* Prompt: Every entry is to be reproduced word for word, but the images are not.

* Dataset excerpts:
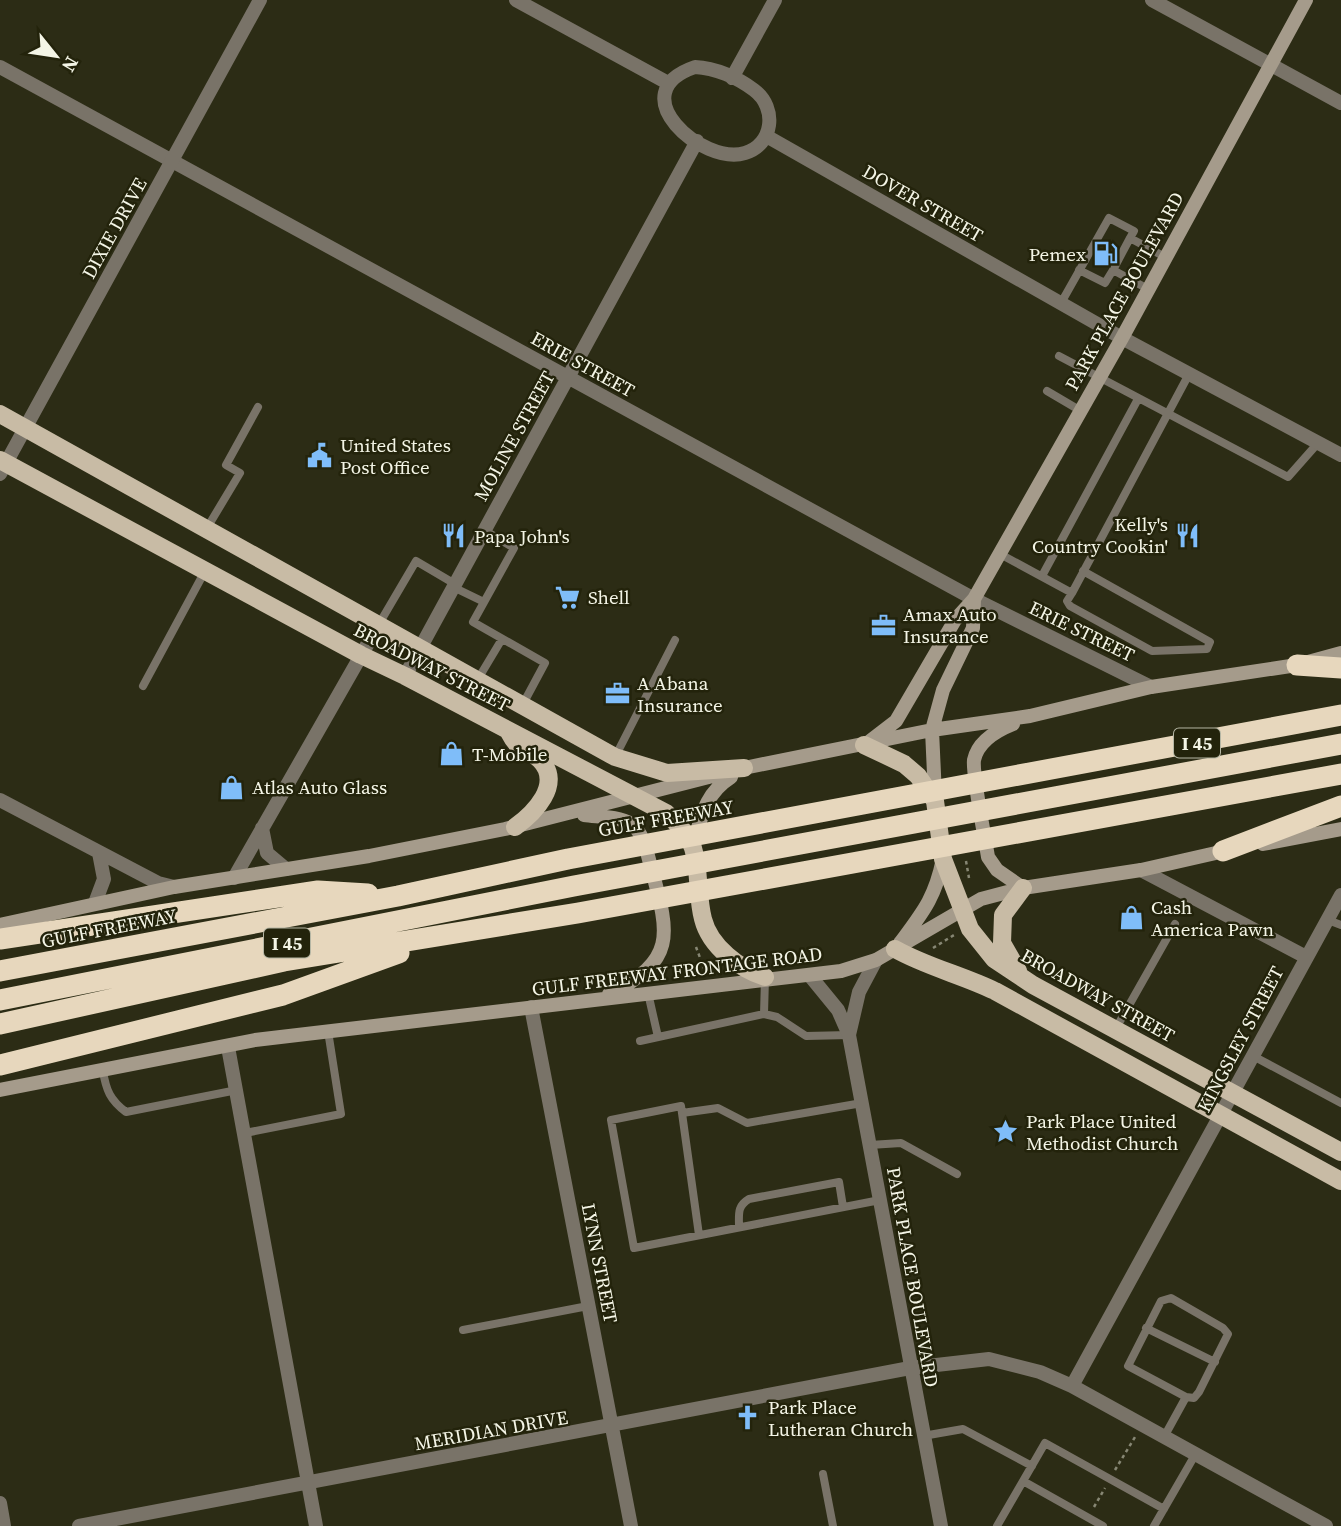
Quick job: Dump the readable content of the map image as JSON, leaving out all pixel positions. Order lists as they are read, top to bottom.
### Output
{
  "streets": {
    "highway": ["I 45", "GULF FREEWAY"],
    "main road": ["PARK PLACE BOULEVARD", "BROADWAY STREET", "GULF FREEWAY FRONTAGE ROAD"],
    "street": [
      "DOVER STREET",
      "DIXIE DRIVE",
      "ERIE STREET",
      "MOLINE STREET",
      "KINGSLEY STREET",
      "LYNN STREET",
      "MERIDIAN DRIVE"
    ]
  },
  "crossings": [
    ["DOVER STREET", "PARK PLACE BOULEVARD"],
    ["DOVER STREET", "MOLINE STREET"],
    ["DIXIE DRIVE", "ERIE STREET"],
    ["DIXIE DRIVE", "BROADWAY STREET"],
    ["PARK PLACE BOULEVARD", "ERIE STREET"],
    ["PARK PLACE BOULEVARD", "BROADWAY STREET"],
    ["PARK PLACE BOULEVARD", "GULF FREEWAY FRONTAGE ROAD"],
    ["PARK PLACE BOULEVARD", "MERIDIAN DRIVE"],
    ["ERIE STREET", "MOLINE STREET"],
    ["MOLINE STREET", "BROADWAY STREET"],
    ["BROADWAY STREET", "GULF FREEWAY FRONTAGE ROAD"],
    ["BROADWAY STREET", "KINGSLEY STREET"],
    ["GULF FREEWAY FRONTAGE ROAD", "LYNN STREET"],
    ["KINGSLEY STREET", "MERIDIAN DRIVE"],
    ["LYNN STREET", "MERIDIAN DRIVE"]
  ],
  "places": {
    "fuel station": ["Pemex"],
    "public building": ["United States Post Office"],
    "restaurant": ["Kelly's Country Cookin'", "Papa John's"],
    "supermarket": ["Shell"],
    "office": ["Amax Auto Insurance", "A Abana Insurance"],
    "shop": ["T-Mobile", "Atlas Auto Glass", "Cash America Pawn"],
    "place": ["Park Place United Methodist Church"],
    "church": ["Park Place Lutheran Church"]
  },
  "north": "bottom right"
}
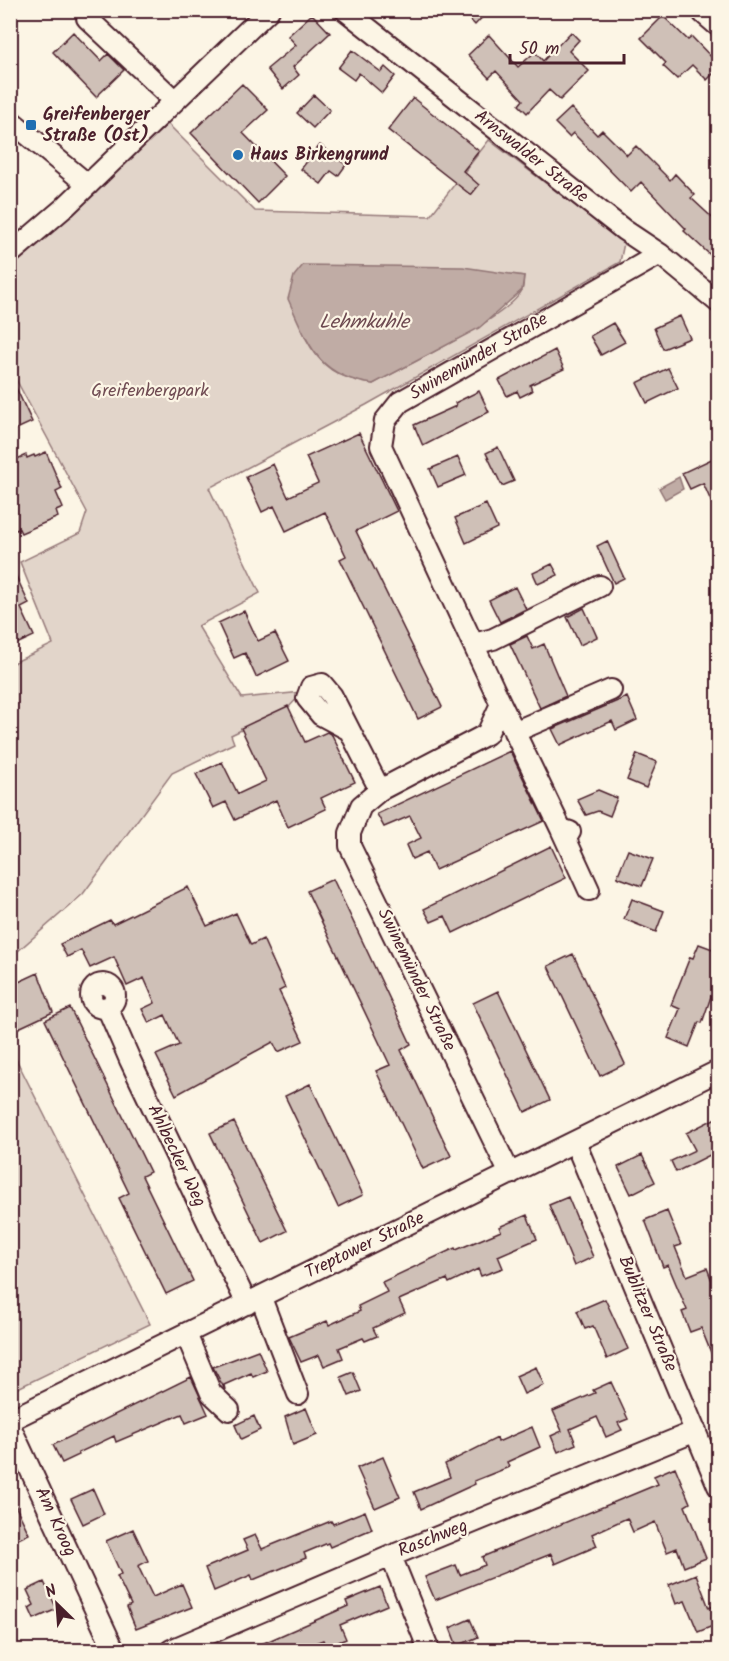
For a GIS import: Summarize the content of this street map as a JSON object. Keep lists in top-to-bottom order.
{
  "streets": {
    "street": [
      "Arnswalder Straße",
      "Swinemünder Straße",
      "Ahlbecker Weg",
      "Treptower Straße",
      "Bublitzer Straße",
      "Am Kroog",
      "Raschweg"
    ]
  },
  "crossings": [
    ["Arnswalder Straße", "Swinemünder Straße"],
    ["Swinemünder Straße", "Treptower Straße"],
    ["Ahlbecker Weg", "Treptower Straße"],
    ["Treptower Straße", "Bublitzer Straße"],
    ["Bublitzer Straße", "Raschweg"]
  ],
  "water": ["Lehmkuhle"],
  "parks": ["Greifenbergpark"],
  "places": {
    "transit": ["Greifenberger Straße (Ost)"],
    "other": ["Haus Birkengrund"]
  },
  "scale_bar": "50 m",
  "north": "top left"
}
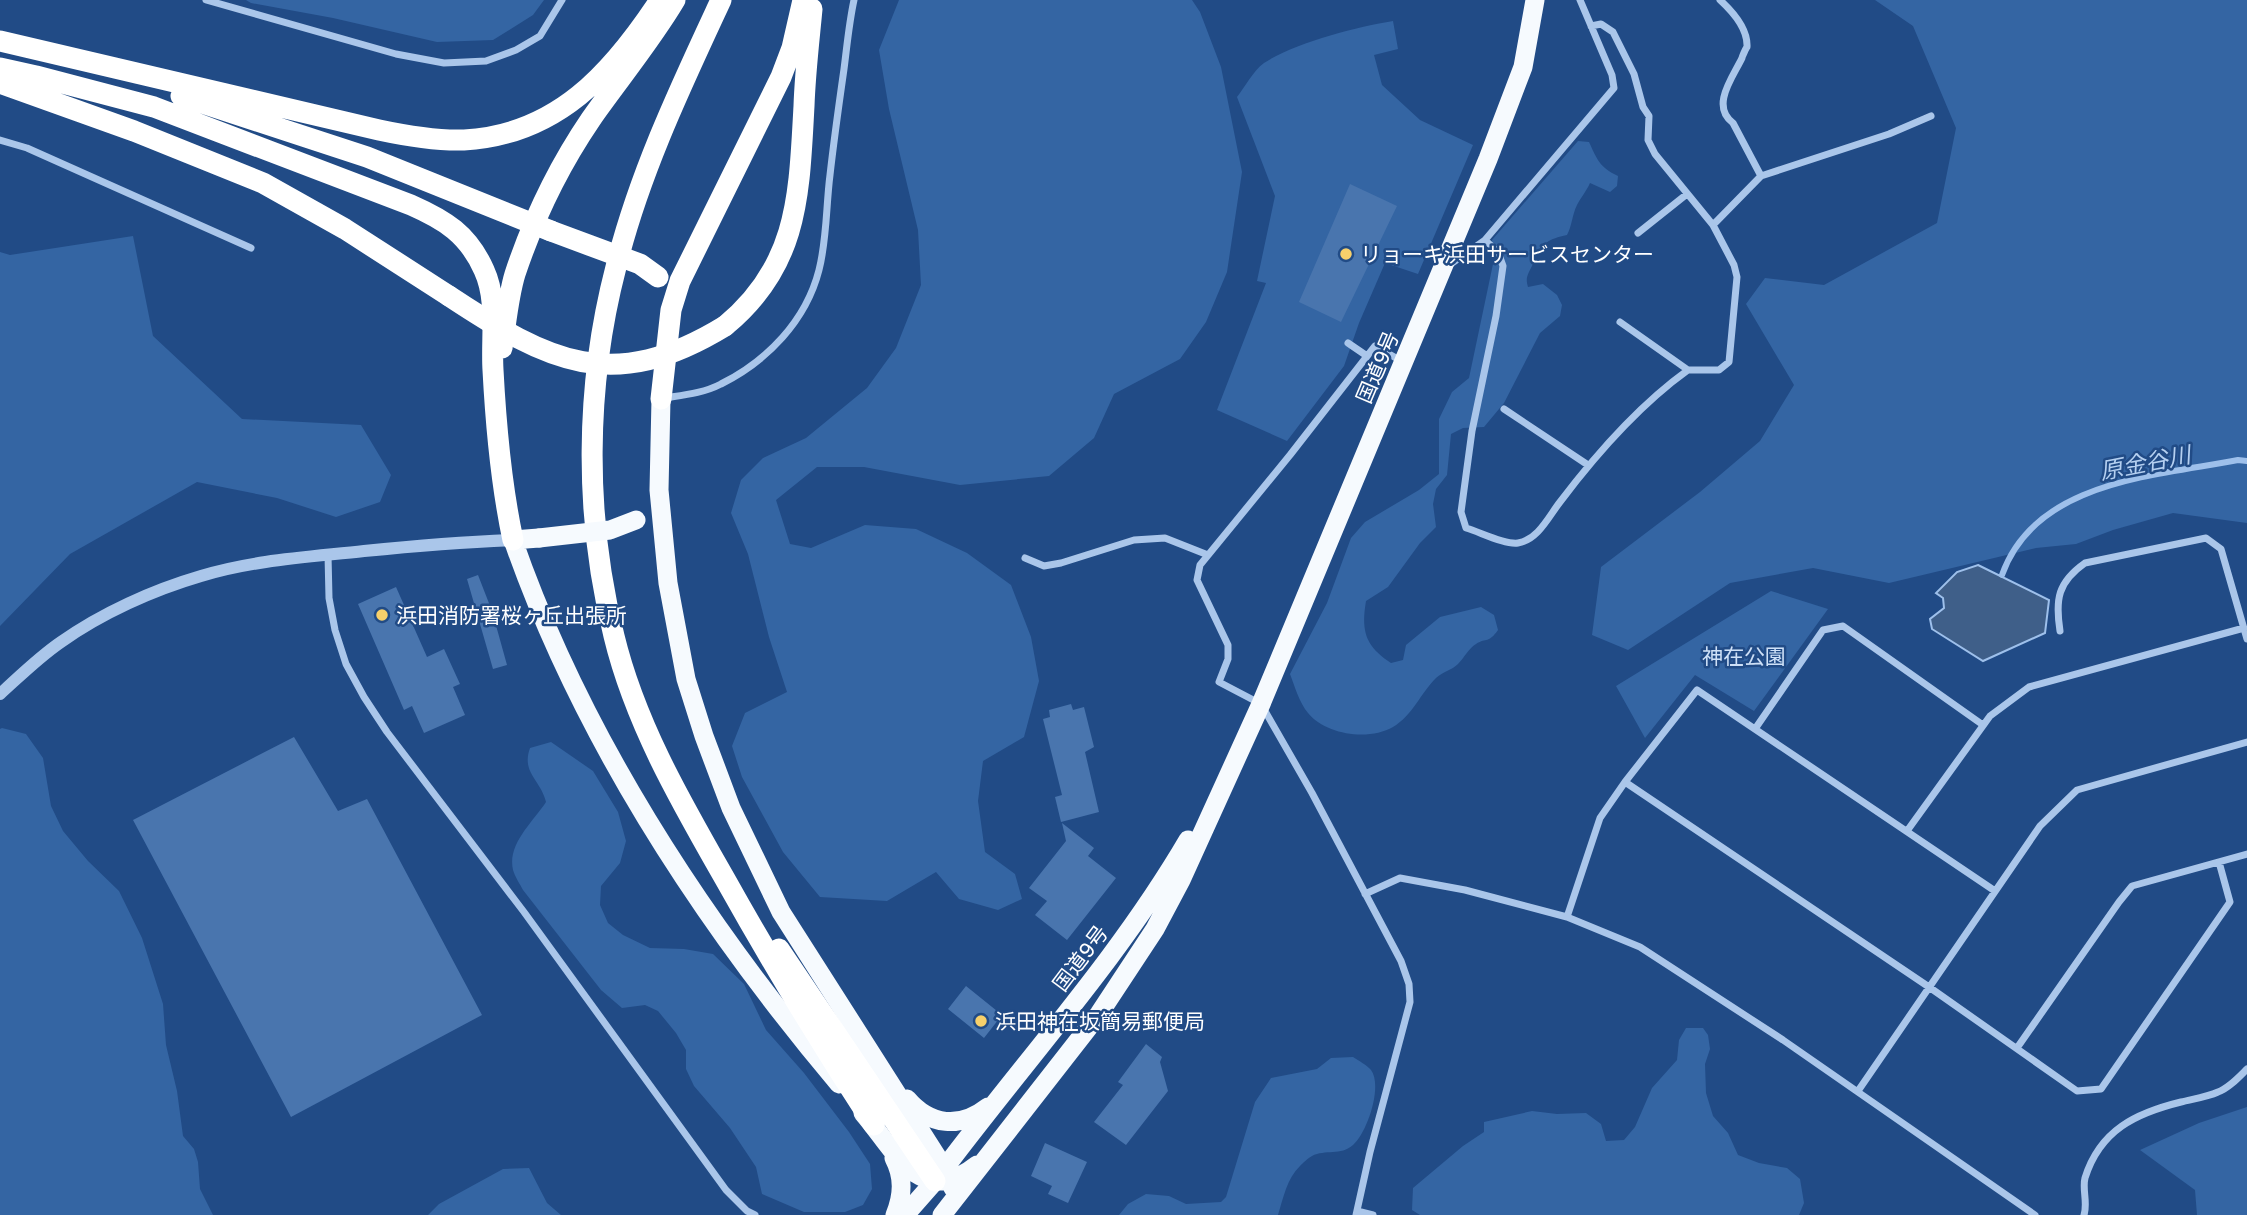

* Reply:
Quick job: Dump the readable content of the map image as JSON, leaving out all pixel positions. Order lists as they are read, top to bottom.
### Output
{
  "streets": {
    "highway": ["I 45", "GULF FREEWAY"],
    "main road": ["PARK PLACE BOULEVARD", "BROADWAY STREET", "GULF FREEWAY FRONTAGE ROAD"],
    "street": [
      "DOVER STREET",
      "DIXIE DRIVE",
      "ERIE STREET",
      "MOLINE STREET",
      "KINGSLEY STREET",
      "LYNN STREET",
      "MERIDIAN DRIVE"
    ]
  },
  "crossings": [
    ["DOVER STREET", "PARK PLACE BOULEVARD"],
    ["DOVER STREET", "MOLINE STREET"],
    ["DIXIE DRIVE", "ERIE STREET"],
    ["DIXIE DRIVE", "BROADWAY STREET"],
    ["PARK PLACE BOULEVARD", "ERIE STREET"],
    ["PARK PLACE BOULEVARD", "BROADWAY STREET"],
    ["PARK PLACE BOULEVARD", "GULF FREEWAY FRONTAGE ROAD"],
    ["PARK PLACE BOULEVARD", "MERIDIAN DRIVE"],
    ["ERIE STREET", "MOLINE STREET"],
    ["MOLINE STREET", "BROADWAY STREET"],
    ["BROADWAY STREET", "GULF FREEWAY FRONTAGE ROAD"],
    ["BROADWAY STREET", "KINGSLEY STREET"],
    ["GULF FREEWAY FRONTAGE ROAD", "LYNN STREET"],
    ["KINGSLEY STREET", "MERIDIAN DRIVE"],
    ["LYNN STREET", "MERIDIAN DRIVE"]
  ],
  "places": {
    "fuel station": ["Pemex"],
    "public building": ["United States Post Office"],
    "restaurant": ["Kelly's Country Cookin'", "Papa John's"],
    "supermarket": ["Shell"],
    "office": ["Amax Auto Insurance", "A Abana Insurance"],
    "shop": ["T-Mobile", "Atlas Auto Glass", "Cash America Pawn"],
    "place": ["Park Place United Methodist Church"],
    "church": ["Park Place Lutheran Church"]
  },
  "north": "bottom right"
}
For a GIS import: Summarize the content of this street map as a JSON object. Keep lists in top-to-bottom order.
{
  "streets": {
    "street": [
      "Arnswalder Straße",
      "Swinemünder Straße",
      "Ahlbecker Weg",
      "Treptower Straße",
      "Bublitzer Straße",
      "Am Kroog",
      "Raschweg"
    ]
  },
  "crossings": [
    ["Arnswalder Straße", "Swinemünder Straße"],
    ["Swinemünder Straße", "Treptower Straße"],
    ["Ahlbecker Weg", "Treptower Straße"],
    ["Treptower Straße", "Bublitzer Straße"],
    ["Bublitzer Straße", "Raschweg"]
  ],
  "water": ["Lehmkuhle"],
  "parks": ["Greifenbergpark"],
  "places": {
    "transit": ["Greifenberger Straße (Ost)"],
    "other": ["Haus Birkengrund"]
  },
  "scale_bar": "50 m",
  "north": "top left"
}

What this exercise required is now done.